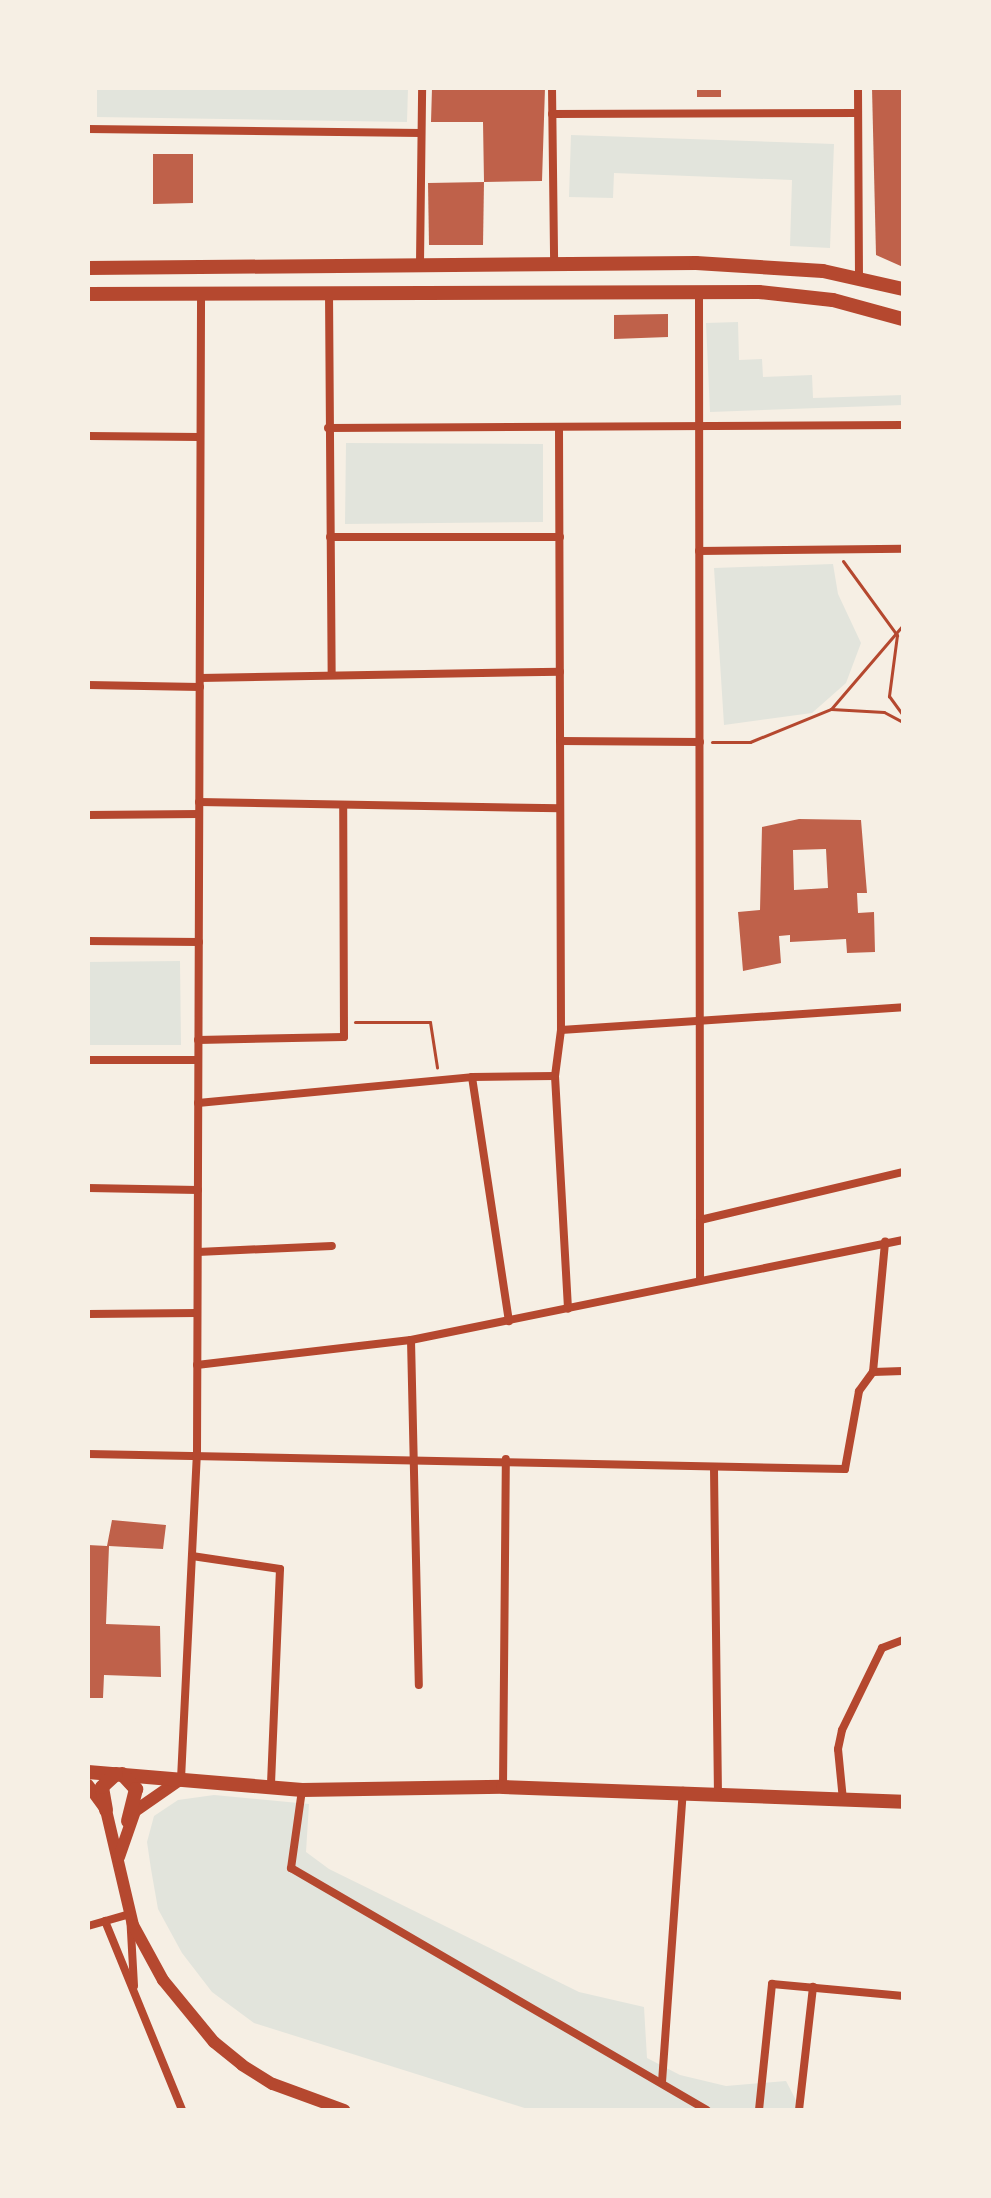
<!DOCTYPE html>
<style>
body{margin:0}
#map{position:relative;width:991px;height:2198px;overflow:hidden;background:#f6efe4;font-family:"Varela Round",sans-serif}
div>[style]{position:absolute}
.green>*{inset:0;background:#e2e4dc}
.building>*{inset:0;background:#bf614a}
.path>*{height:3px;margin:-1.5px;padding:0 1.5px;transform-origin:1.5px;border-radius:1.5px;background:#b5482f}
.minor>*{height:8px;margin:-4px;padding:0 4px;transform-origin:4px;border-radius:4px;background:#b5482f}
.tertiary>*{height:12px;margin:-6px;padding:0 6px;transform-origin:6px;border-radius:6px;background:#b5482f}
.secondary>*{height:14px;margin:-7px;padding:0 7px;transform-origin:7px;border-radius:7px;background:#b5482f}
span{translate:-50% -50%;white-space:nowrap;text-align:center;line-height:1.15;-webkit-text-stroke:8px #f6efe4;paint-order:stroke}
.frame{position:absolute;inset:0;border:90px solid #f6efe4;pointer-events:none}
</style>
<div id="map">
<div class="green">
<i style="clip-path:polygon(97px 88px,408px 88px,407px 122px,97px 117px)"></i>
<i style="clip-path:polygon(571px 135px,834px 144px,830px 248px,790px 246px,792px 180px,614px 173px,613px 198px,569px 197px)"></i>
<i style="clip-path:polygon(738px 322px,739px 360px,762px 359px,763px 377px,812px 375px,813px 398px,903px 395px,903px 405px,710px 412px,706px 323px)"></i>
<i style="clip-path:polygon(346px 443px,543px 444px,543px 522px,345px 524px)"></i>
<i style="clip-path:polygon(833px 564px,838px 594px,861px 643px,846px 683px,812px 713px,724px 725px,714px 568px)"></i>
<i style="clip-path:polygon(180px 961px,181px 1045px,88px 1045px,88px 962px)"></i>
<i style="clip-path:polygon(214px 1795px,309px 1804px,306px 1852px,329px 1869px,579px 1992px,644px 2007px,647px 2058px,680px 2075px,726px 2086px,786px 2081px,801px 2110px,531px 2110px,254px 2023px,212px 1992px,182px 1953px,158px 1909px,151px 1869px,147px 1842px,154px 1816px,178px 1800px)"></i>
</div>
<div class="building">
<i style="clip-path:polygon(432px 88px,545px 88px,542px 181px,484px 182px,483px 122px,431px 122px)"></i>
<i style="clip-path:polygon(697px 88px,721px 88px,721px 97px,697px 97px)"></i>
<i style="clip-path:polygon(872px 88px,903px 88px,903px 267px,876px 255px)"></i>
<i style="clip-path:polygon(153px 154px,193px 154px,193px 203px,153px 204px)"></i>
<i style="clip-path:polygon(484px 182px,483px 245px,429px 245px,428px 183px)"></i>
<i style="clip-path:polygon(668px 314px,668px 337px,614px 339px,614px 315px)"></i>
<i style="clip-path:polygon(evenodd,799px 819px,861px 820px,867px 893px,857px 893px,858px 913px,874px 912px,875px 952px,847px 953px,846px 939px,790px 942px,790px 935px,779px 936px,781px 963px,743px 971px,738px 912px,760px 910px,762px 827px,799px 819px,826px 849px,828px 888px,794px 890px,793px 850px,826px 849px)"></i>
<i style="clip-path:polygon(112px 1520px,166px 1525px,163px 1549px,109px 1546px,106px 1624px,160px 1626px,161px 1677px,104px 1675px,103px 1698px,88px 1698px,88px 1545px,107px 1546px)"></i>
</div>
<div class="path">
<i style="left:843px;top:561px;width:92px;rotate:53.9deg"></i>
<i style="left:897px;top:635px;width:62px;rotate:97.5deg"></i>
<i style="left:889px;top:696px;width:24px;rotate:54deg"></i>
<i style="left:831px;top:709px;width:53px;rotate:3.2deg"></i>
<i style="left:884px;top:712px;width:21px;rotate:28deg"></i>
<i style="left:712px;top:742px;width:38px"></i>
<i style="left:750px;top:742px;width:87px;rotate:-22.2deg"></i>
<i style="left:831px;top:709px;width:111px;rotate:-49.4deg"></i>
<i style="left:355px;top:1022px;width:75px"></i>
<i style="left:430px;top:1022px;width:46px;rotate:81.2deg"></i>
</div>
<div class="minor">
<i style="left:552px;top:88px;width:176px;rotate:89.3deg"></i>
<i style="left:858px;top:88px;width:191px;rotate:89.7deg"></i>
<i style="left:552px;top:114px;width:306px;rotate:-0.2deg"></i>
<i style="left:88px;top:129px;width:333px;rotate:0.7deg"></i>
<i style="left:420px;top:263px;width:175px;rotate:-89.3deg"></i>
<i style="left:329px;top:292px;width:383px;rotate:89.6deg"></i>
<i style="left:699px;top:292px;width:986px;rotate:89.94deg"></i>
<i style="left:559px;top:427px;width:603px;rotate:89.81deg"></i>
<i style="left:561px;top:1030px;width:46px;rotate:97.4deg"></i>
<i style="left:555px;top:1076px;width:233px;rotate:86.8deg"></i>
<i style="left:328px;top:428px;width:575px;rotate:-0.3deg"></i>
<i style="left:88px;top:436px;width:112px;rotate:0.5deg"></i>
<i style="left:330px;top:537px;width:230px"></i>
<i style="left:699px;top:551px;width:204px;rotate:-0.6deg"></i>
<i style="left:200px;top:678px;width:360px;rotate:-1deg"></i>
<i style="left:88px;top:685px;width:112px;rotate:1deg"></i>
<i style="left:560px;top:741px;width:140px;rotate:0.4deg"></i>
<i style="left:199px;top:802px;width:361px;rotate:1deg"></i>
<i style="left:88px;top:815px;width:111px;rotate:-0.5deg"></i>
<i style="left:88px;top:941px;width:111px;rotate:0.5deg"></i>
<i style="left:561px;top:1030px;width:343px;rotate:-3.8deg"></i>
<i style="left:198px;top:1040px;width:146px;rotate:-1.2deg"></i>
<i style="left:344px;top:1037px;width:232px;rotate:-90.2deg"></i>
<i style="left:88px;top:1060px;width:110px"></i>
<i style="left:472px;top:1077px;width:247px;rotate:81.4deg"></i>
<i style="left:198px;top:1103px;width:275px;rotate:-5.4deg"></i>
<i style="left:472px;top:1077px;width:83px;rotate:-0.7deg"></i>
<i style="left:88px;top:1188px;width:110px;rotate:1deg"></i>
<i style="left:700px;top:1220px;width:209px;rotate:-13.3deg"></i>
<i style="left:198px;top:1252px;width:134px;rotate:-2.6deg"></i>
<i style="left:88px;top:1314px;width:109px;rotate:-0.5deg"></i>
<i style="left:411px;top:1340px;width:345px;rotate:88.7deg"></i>
<i style="left:197px;top:1365px;width:215px;rotate:-6.7deg"></i>
<i style="left:411px;top:1340px;width:502px;rotate:-11.49deg"></i>
<i style="left:873px;top:1372px;width:30px;rotate:-2deg"></i>
<i style="left:88px;top:1454px;width:757px;rotate:1.14deg"></i>
<i style="left:845px;top:1469px;width:79px;rotate:-79.8deg"></i>
<i style="left:859px;top:1391px;width:24px;rotate:-54deg"></i>
<i style="left:873px;top:1372px;width:131px;rotate:-84.7deg"></i>
<i style="left:714px;top:1469px;width:322px;rotate:89.3deg"></i>
<i style="left:192px;top:1556px;width:89px;rotate:8.4deg"></i>
<i style="left:280px;top:1569px;width:218px;rotate:92.4deg"></i>
<i style="left:181px;top:1779px;width:324px;rotate:-87.2deg"></i>
<i style="left:197px;top:1455px;width:1162px;rotate:-89.8deg"></i>
<i style="left:503px;top:1787px;width:328px;rotate:-89.5deg"></i>
<i style="left:302px;top:1790px;width:79px;rotate:98deg"></i>
<i style="left:291px;top:1868px;width:481px;rotate:30.2deg"></i>
<i style="left:843px;top:1800px;width:51px;rotate:-95.6deg"></i>
<i style="left:838px;top:1749px;width:19px;rotate:-78deg"></i>
<i style="left:842px;top:1730px;width:91px;rotate:-64deg"></i>
<i style="left:882px;top:1648px;width:22px;rotate:-21deg"></i>
<i style="left:105px;top:1921px;width:204px;rotate:67.8deg"></i>
<i style="left:88px;top:1926px;width:44px;rotate:-15.9deg"></i>
<i style="left:130px;top:1914px;width:72px;rotate:86.8deg"></i>
<i style="left:662px;top:2082px;width:292px;rotate:-85.9deg"></i>
<i style="left:759px;top:2110px;width:127px;rotate:-84.1deg"></i>
<i style="left:772px;top:1984px;width:132px;rotate:5.2deg"></i>
<i style="left:799px;top:2110px;width:124px;rotate:-83.5deg"></i>
</div>
<div class="tertiary">
<i style="left:88px;top:1785px;width:31px;rotate:54deg"></i>
<i style="left:106px;top:1810px;width:118px;rotate:76.8deg"></i>
<i style="left:133px;top:1925px;width:63px;rotate:61.4deg"></i>
<i style="left:163px;top:1980px;width:80px;rotate:50.6deg"></i>
<i style="left:214px;top:2042px;width:36px;rotate:39deg"></i>
<i style="left:242px;top:2065px;width:36px;rotate:32deg"></i>
<i style="left:273px;top:2084px;width:76px;rotate:20.1deg"></i>
<i style="left:119px;top:1857px;width:49px;rotate:-70.8deg"></i>
<i style="left:135px;top:1811px;width:56px;rotate:-34.8deg"></i>
</div>
<div class="secondary">
<i style="left:88px;top:268px;width:608px;rotate:-0.47deg"></i>
<i style="left:696px;top:263px;width:127px;rotate:3.6deg"></i>
<i style="left:823px;top:271px;width:82px;rotate:12.7deg"></i>
<i style="left:88px;top:294px;width:671px;rotate:-0.17deg"></i>
<i style="left:759px;top:292px;width:74px;rotate:6.2deg"></i>
<i style="left:833px;top:300px;width:73px;rotate:15.2deg"></i>
<i style="left:88px;top:1772px;width:215px;rotate:4.8deg"></i>
<i style="left:302px;top:1790px;width:201px;rotate:-0.9deg"></i>
<i style="left:503px;top:1787px;width:400px;rotate:2.1deg"></i>
<i style="left:122px;top:1774px;width:21px;rotate:47deg"></i>
<i style="left:136px;top:1789px;width:33px;rotate:104deg"></i>
<i style="left:106px;top:1810px;width:23px;rotate:-100deg"></i>
<i style="left:102px;top:1787px;width:19px;rotate:-43deg"></i>
</div>
<div class="frame"></div>
</div>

::::::

* Aim of the task *
Find the word "padding" in the entries above and gather every line that holds it.

* Written answer *
.path>*{height:3px;margin:-1.5px;padding:0 1.5px;transform-origin:1.5px;border-radius:1.5px;background:#b5482f}
.minor>*{height:8px;margin:-4px;padding:0 4px;transform-origin:4px;border-radius:4px;background:#b5482f}
.tertiary>*{height:12px;margin:-6px;padding:0 6px;transform-origin:6px;border-radius:6px;background:#b5482f}
.secondary>*{height:14px;margin:-7px;padding:0 7px;transform-origin:7px;border-radius:7px;background:#b5482f}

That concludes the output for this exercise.